Acórdão do Tribunal da Relação de Lisboa
Processo:
397/16.0T8VPV.L1-4
Relator: SÉRGIO ALMEIDA
Descritores: CADUCIDADE DO CONTRATO DE TRABALHO
AUSÊNCIA DE COMUNICAÇÃO PRÉVIA
OBTENÇÃO DO PARECER
IMPOSSIBILIDADE DE ASSEGURAR OCUPAÇÃO E FUNÇÃO COMPATÍVEL
INCAPACIDADE PERMANENTE PARCIAL
ACIDENTE DE TRABALHO
Nº do Documento: RL
Data do Acordão: 07/12/2017
Votação: UNANIMIDADE
Texto Integral: S
Meio Processual: APELAÇÃO
Decisão: CONFIRMADA A SENTENÇA
Sumário: A falta de comunicação prévia e de obtenção do parecer aludido no artigo 161º da Lei nº 98/2009, de 4 de setembro, não torna ilícita a cessação do contrato de trabalho por impossibilidade superveniente, absoluta e definitiva do sinistrado prestar a sua actividade laboral, devendo o empregador que declarou a caducidade alegar e provar a dita impossibilidade e a inexistência de outro posto de trabalho que possa atribuir ao trabalhador.
(Elaborado pelo relator)
Decisão Texto Parcial:
Decisão Texto Integral: Acordam na Secção Social do Tribunal da Relação de Lisboa

I. A) Autor, também designado por A. e recorrente: AAA.

Ré (R.) e recorrida: BBB, Lda.

O A. alegou que trabalhava como fiel de armazém para a ré até que foi vítima de um acidente de trabalho; após a alta clínica foi-lhe comunicado que não havia funções compatíveis com a sua incapacidade, o que não correspondia à verdade; a ré não obteve confirmação prévia oficial da referida impossibilidade.
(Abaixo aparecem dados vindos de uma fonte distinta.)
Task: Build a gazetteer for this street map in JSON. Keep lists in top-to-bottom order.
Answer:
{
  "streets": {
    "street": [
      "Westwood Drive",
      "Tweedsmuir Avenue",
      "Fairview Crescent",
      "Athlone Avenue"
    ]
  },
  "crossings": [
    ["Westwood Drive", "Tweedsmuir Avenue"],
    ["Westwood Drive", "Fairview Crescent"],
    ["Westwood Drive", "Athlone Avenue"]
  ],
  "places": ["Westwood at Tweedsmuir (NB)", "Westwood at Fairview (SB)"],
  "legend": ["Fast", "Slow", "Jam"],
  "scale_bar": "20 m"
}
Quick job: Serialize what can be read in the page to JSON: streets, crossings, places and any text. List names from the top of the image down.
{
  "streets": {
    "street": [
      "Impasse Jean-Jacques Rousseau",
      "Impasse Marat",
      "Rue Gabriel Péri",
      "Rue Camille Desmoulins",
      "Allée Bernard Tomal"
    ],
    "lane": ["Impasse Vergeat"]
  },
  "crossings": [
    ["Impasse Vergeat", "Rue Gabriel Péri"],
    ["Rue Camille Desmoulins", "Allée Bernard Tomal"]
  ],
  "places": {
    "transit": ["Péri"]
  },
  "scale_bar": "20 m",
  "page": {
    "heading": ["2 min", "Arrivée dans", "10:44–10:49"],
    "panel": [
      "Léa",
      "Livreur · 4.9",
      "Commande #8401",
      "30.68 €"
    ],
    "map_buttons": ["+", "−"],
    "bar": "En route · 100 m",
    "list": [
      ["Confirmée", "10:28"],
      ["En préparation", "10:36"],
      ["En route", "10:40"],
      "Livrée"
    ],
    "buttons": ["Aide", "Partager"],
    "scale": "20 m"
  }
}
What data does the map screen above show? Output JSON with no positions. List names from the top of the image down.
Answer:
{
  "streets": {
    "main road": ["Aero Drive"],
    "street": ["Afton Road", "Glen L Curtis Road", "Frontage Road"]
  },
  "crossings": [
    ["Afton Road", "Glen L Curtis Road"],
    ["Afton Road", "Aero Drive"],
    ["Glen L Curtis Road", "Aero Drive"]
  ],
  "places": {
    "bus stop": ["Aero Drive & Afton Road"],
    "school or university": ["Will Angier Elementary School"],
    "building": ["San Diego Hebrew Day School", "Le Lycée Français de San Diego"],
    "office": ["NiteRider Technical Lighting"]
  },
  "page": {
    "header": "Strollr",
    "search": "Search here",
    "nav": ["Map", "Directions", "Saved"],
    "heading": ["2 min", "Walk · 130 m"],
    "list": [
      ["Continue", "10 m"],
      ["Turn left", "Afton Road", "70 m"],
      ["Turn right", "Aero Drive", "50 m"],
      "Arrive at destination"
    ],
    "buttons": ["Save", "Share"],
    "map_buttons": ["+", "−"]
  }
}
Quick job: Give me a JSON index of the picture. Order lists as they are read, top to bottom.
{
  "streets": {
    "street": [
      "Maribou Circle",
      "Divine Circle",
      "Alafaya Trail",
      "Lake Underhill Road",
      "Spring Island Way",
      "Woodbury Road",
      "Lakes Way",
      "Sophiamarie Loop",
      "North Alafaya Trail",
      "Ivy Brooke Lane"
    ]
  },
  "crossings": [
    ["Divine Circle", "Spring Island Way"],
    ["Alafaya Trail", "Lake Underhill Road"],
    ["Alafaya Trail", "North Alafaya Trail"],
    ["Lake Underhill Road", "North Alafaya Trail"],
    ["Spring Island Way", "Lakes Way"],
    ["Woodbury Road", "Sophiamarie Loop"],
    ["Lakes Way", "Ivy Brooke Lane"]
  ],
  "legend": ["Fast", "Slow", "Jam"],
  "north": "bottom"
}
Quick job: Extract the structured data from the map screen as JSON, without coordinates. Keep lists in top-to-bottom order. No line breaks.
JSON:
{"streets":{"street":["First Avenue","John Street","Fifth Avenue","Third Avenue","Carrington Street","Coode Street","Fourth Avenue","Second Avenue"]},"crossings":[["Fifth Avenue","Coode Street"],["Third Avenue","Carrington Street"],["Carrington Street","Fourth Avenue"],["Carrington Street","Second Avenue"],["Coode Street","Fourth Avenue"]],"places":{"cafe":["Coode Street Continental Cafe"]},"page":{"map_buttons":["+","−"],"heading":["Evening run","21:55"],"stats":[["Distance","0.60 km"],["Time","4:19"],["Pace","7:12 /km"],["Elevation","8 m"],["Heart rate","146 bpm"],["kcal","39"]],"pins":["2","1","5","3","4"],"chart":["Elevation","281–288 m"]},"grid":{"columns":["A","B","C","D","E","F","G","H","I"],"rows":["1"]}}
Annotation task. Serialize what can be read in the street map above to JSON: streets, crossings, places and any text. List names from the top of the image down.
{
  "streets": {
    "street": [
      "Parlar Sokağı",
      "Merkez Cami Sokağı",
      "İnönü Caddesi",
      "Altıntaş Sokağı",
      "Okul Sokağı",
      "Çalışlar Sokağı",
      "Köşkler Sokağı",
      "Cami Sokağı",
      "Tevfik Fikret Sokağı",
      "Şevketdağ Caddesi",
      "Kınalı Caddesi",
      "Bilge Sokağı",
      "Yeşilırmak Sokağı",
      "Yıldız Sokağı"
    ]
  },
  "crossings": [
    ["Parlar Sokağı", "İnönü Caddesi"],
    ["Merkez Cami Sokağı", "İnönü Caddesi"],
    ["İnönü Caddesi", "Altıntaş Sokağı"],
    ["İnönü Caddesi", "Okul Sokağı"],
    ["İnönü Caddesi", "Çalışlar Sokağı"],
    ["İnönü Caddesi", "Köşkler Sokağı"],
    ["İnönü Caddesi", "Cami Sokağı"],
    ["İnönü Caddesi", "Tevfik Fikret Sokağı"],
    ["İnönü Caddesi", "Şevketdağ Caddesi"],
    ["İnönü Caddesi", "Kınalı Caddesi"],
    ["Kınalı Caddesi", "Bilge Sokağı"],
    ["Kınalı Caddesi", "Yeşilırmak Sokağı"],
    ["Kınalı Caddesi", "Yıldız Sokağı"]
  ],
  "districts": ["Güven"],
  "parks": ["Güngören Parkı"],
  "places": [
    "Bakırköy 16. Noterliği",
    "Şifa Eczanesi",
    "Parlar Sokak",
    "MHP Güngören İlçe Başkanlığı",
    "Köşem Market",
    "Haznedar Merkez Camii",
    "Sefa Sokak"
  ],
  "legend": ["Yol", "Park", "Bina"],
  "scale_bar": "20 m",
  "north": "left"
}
Com estes fundamentos pediu que se declare a ilicitude da declaração de caducidade do posto de trabalho, com a consequente reintegração e pagamento das retribuições entretanto vencidas e vincendas.

Não havendo acordo a R. contestou, excepcionando a caducidade do direito de impugnação do despedimento e alegando que na sequência do acidente o autor se recusava a ajudar a colega, passando os dias sem nada fazer; mediante a conclusão de inaptidão definitiva do autor a ré promoveu a cessação do contrato de trabalho. Pediu a rejeição da acção por extemporaneidade e, caso assim não se entenda, a sua improcedência, sendo a R. absolvida do pedido.

Saneados os atos e procedido ao julgamento, o Tribunal julgou “licito o despedimento”, e absolve-se a Ré de todos os pedidos.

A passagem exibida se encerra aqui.